Home > Other > Light Dawning > Page 19
Light Dawning Page 19

by Ty Arthur


  Blood welled up on his palms as he pushed against the broken shards of mirror littering the floor and propelled himself forward, looking back to see a smooth wall behind the shattered glass that still glowed softly despite the missing mirror.

  He fled the chapel and its insane horrors to return to the beast and its rider waiting patiently outside, as he expected they would be. The parasite went quiet and ceased its treacherous pain upon seeing the glittering blackness of the spear that had previously swallowed its rage and rendered it inert.

  Neither druid nor mount made any threatening move forward, silently allowing Myrr to make the first move. “Well, what then,” he asked, “are you going to end this madness finally?”

  It was the eyeless mount that spoke in his mind to offer the answer, rather than the thing in the shape of a man that rode atop him. “You completed one task, but another remains undone. A bargain was struck. Now you wish to renege on your deal. As the shattered mirror will reform with time, it is inevitable your task will be completed, by you or another.”

  He took a single step down the stone walkway into the courtyard, slowly approaching as he answered, “That task will never be fulfilled by these hands, even if it means my life.”

  Ever patient and calm as its rider, the mount hissed back without malice or judgment, “Many will die because of your decision. Do you have the fortitude to see such a path to its end?”

  Myrr was beginning to understand the frustration the priest had felt conversing with this inhuman creature, shouting out “What does the life of any man or woman matter to you? You aid an empire bent on destruction and tyranny!”

  It was the druid who spoke next, causing Myrr to look up at the wooden face, “The light burns and consumes rather than revealing. The darkness is the refuge from the light, one in which resides the ultimate annihilation of anything sentient. Only in the balance between the two can sane life have any chance at existing.”

  Myrr proceeded down the steps, no longer afraid of the creatures as he said, “Your battles between light and dark are meaningless. I will not take part, and I will never hurt her.”

  The voice in his head echoed sadly, “So it shall be. One who can do what must be done will bear the burden instead. The shadow will be removed from you, whether it wishes to leave or not.”

  As an afterthought it mildly added, “Your form may not survive the process.”

  Bold as the priest now smothered by darkness in his heaven, Myrr asked a favor of the beast, “Will you first take me away from here and back to the Empress' army? Tala won't be able to follow me there.”
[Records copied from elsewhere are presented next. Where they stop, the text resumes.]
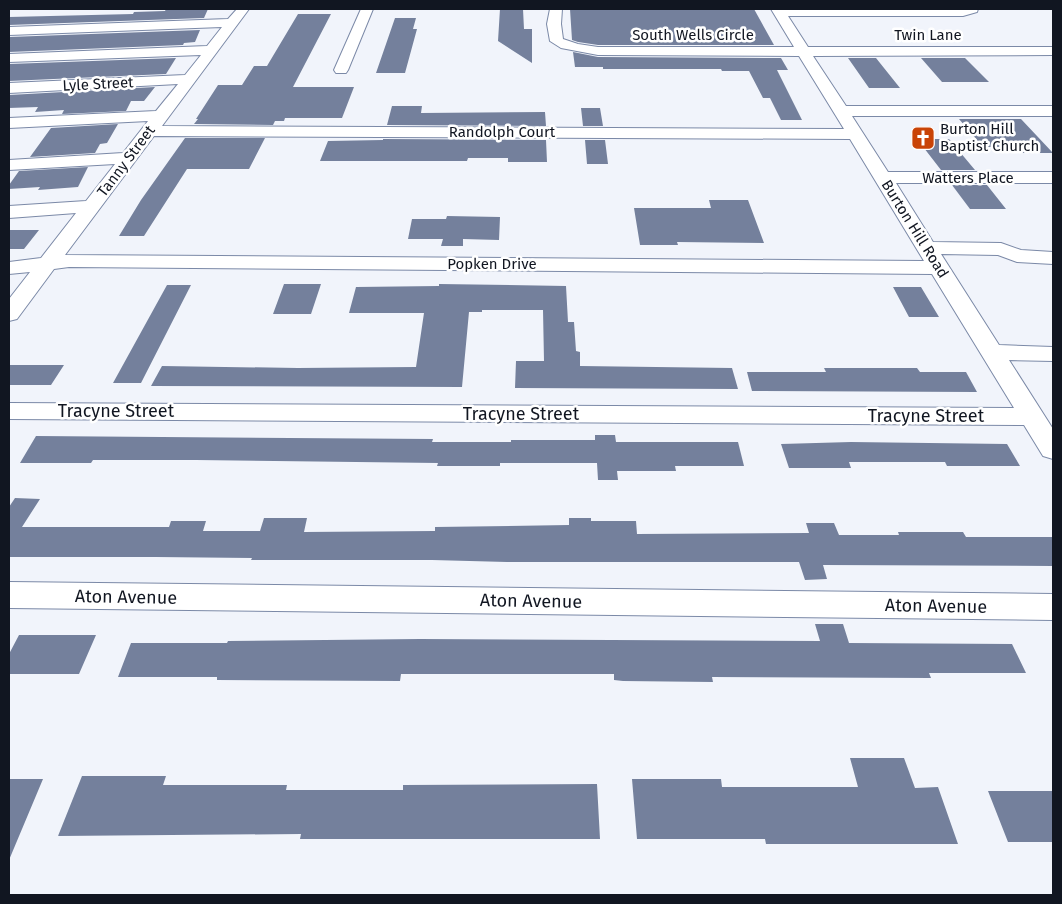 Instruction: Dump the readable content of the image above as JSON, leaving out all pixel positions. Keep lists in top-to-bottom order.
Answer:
{
  "streets": {
    "street": [
      "South Wells Circle",
      "Twin Lane",
      "Lyle Street",
      "Randolph Court",
      "Tanny Street",
      "Watters Place",
      "Burton Hill Road",
      "Popken Drive",
      "Tracyne Street",
      "Aton Avenue"
    ]
  },
  "crossings": [
    ["South Wells Circle", "Twin Lane"],
    ["South Wells Circle", "Burton Hill Road"],
    ["Twin Lane", "Burton Hill Road"],
    ["Lyle Street", "Tanny Street"],
    ["Randolph Court", "Tanny Street"],
    ["Randolph Court", "Burton Hill Road"],
    ["Tanny Street", "Popken Drive"],
    ["Watters Place", "Burton Hill Road"],
    ["Burton Hill Road", "Popken Drive"],
    ["Burton Hill Road", "Tracyne Street"]
  ],
  "places": {
    "church": ["Burton Hill Baptist Church"]
  }
} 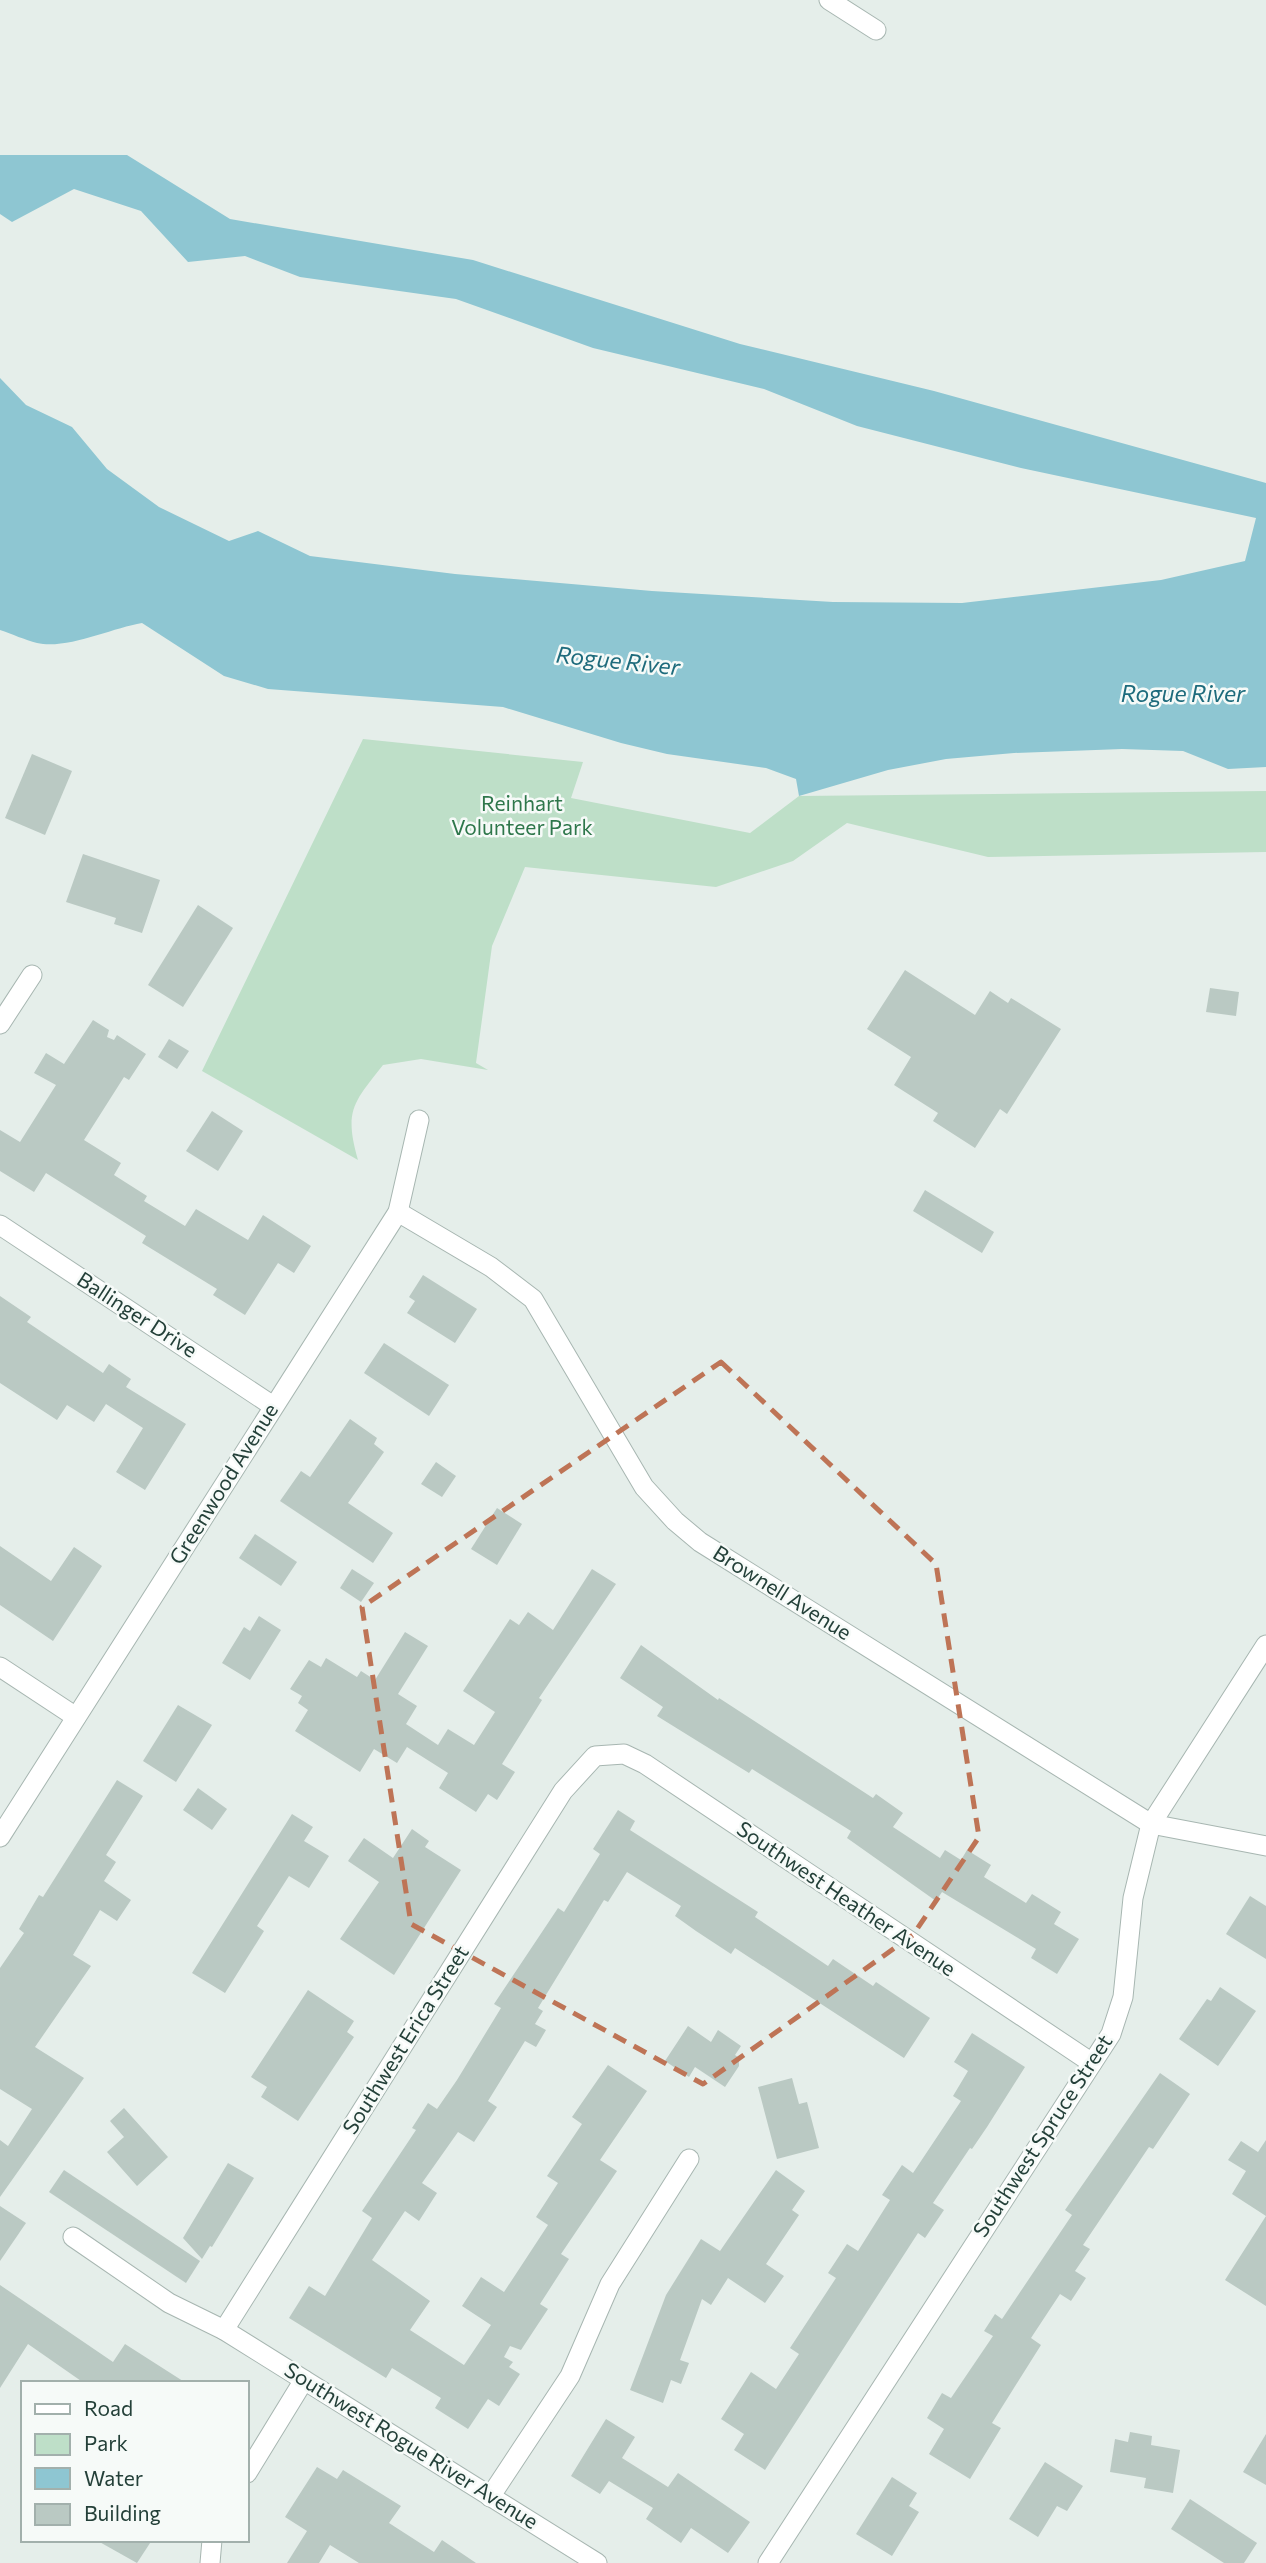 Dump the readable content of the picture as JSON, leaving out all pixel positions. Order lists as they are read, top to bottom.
{
  "streets": {
    "street": [
      "Ballinger Drive",
      "Greenwood Avenue",
      "Brownell Avenue",
      "Southwest Heather Avenue",
      "Southwest Erica Street",
      "Southwest Spruce Street",
      "Southwest Rogue River Avenue"
    ]
  },
  "crossings": [
    ["Ballinger Drive", "Greenwood Avenue"],
    ["Greenwood Avenue", "Brownell Avenue"],
    ["Brownell Avenue", "Southwest Spruce Street"],
    ["Southwest Heather Avenue", "Southwest Erica Street"],
    ["Southwest Heather Avenue", "Southwest Spruce Street"],
    ["Southwest Erica Street", "Southwest Rogue River Avenue"]
  ],
  "water": ["Rogue River"],
  "parks": ["Reinhart Volunteer Park"],
  "legend": [
    "Road",
    "Park",
    "Water",
    "Building"
  ]
}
  The druid, slightly more human of the two, responded with something akin to worry when stating, “They will not be kind to you. It would be better to die now.”

  He pressed on, more interested in another's well-being over his own for the first time in his life, repeating the question, “Will you take me away and ensure Tala never comes close?”

  In response, a sharpened talon struck out, fast as lightning, scooping up the thief just as the creature began buzzing its wings and took to the air. Myrr shouted involuntarily at the sudden movement, looking down at the disappearing chapel and then ahead to the still-burning city and its new broken tower.

  The hills surrounding Cestia were awash in blackness, which soon came into focus from above and revealed itself to be all-too human rather than born of the void. An army encamped across the entire region, eagerly awaiting the return of their coveted artifact.

  31 (The Lambent Chapel, Eventide)

  Tala stumbled out of the chapel, disoriented and confused from the sudden departure of the light and return to physical reality. She called out Myrr's name, her eyes shooting up as she heard him cry back in alarm.

  Her arms reached futilely towards the sky as the beast and its rider carried Myrr off above the line of trees, rapidly disappearing towards the horizon and back towards the city they'd done everything to escape. She dropped to her knees then, the whispers washing over her, half unheard and half clear as they spoke of her failure, taunting that Myrr was gone and there was nothing she could do.

  Even lacking their insane missionary companion, she was but one woman against an army. She didn't have Myrr's skills at skulking and hiding or even Casterly's bravery and willingness to face overwhelming odds.

  The voices continued their gibbering as the tears started falling. For the first time since leaving the monastery, she didn't bother to force up the shield, letting their words pour over her, letting them inundate her.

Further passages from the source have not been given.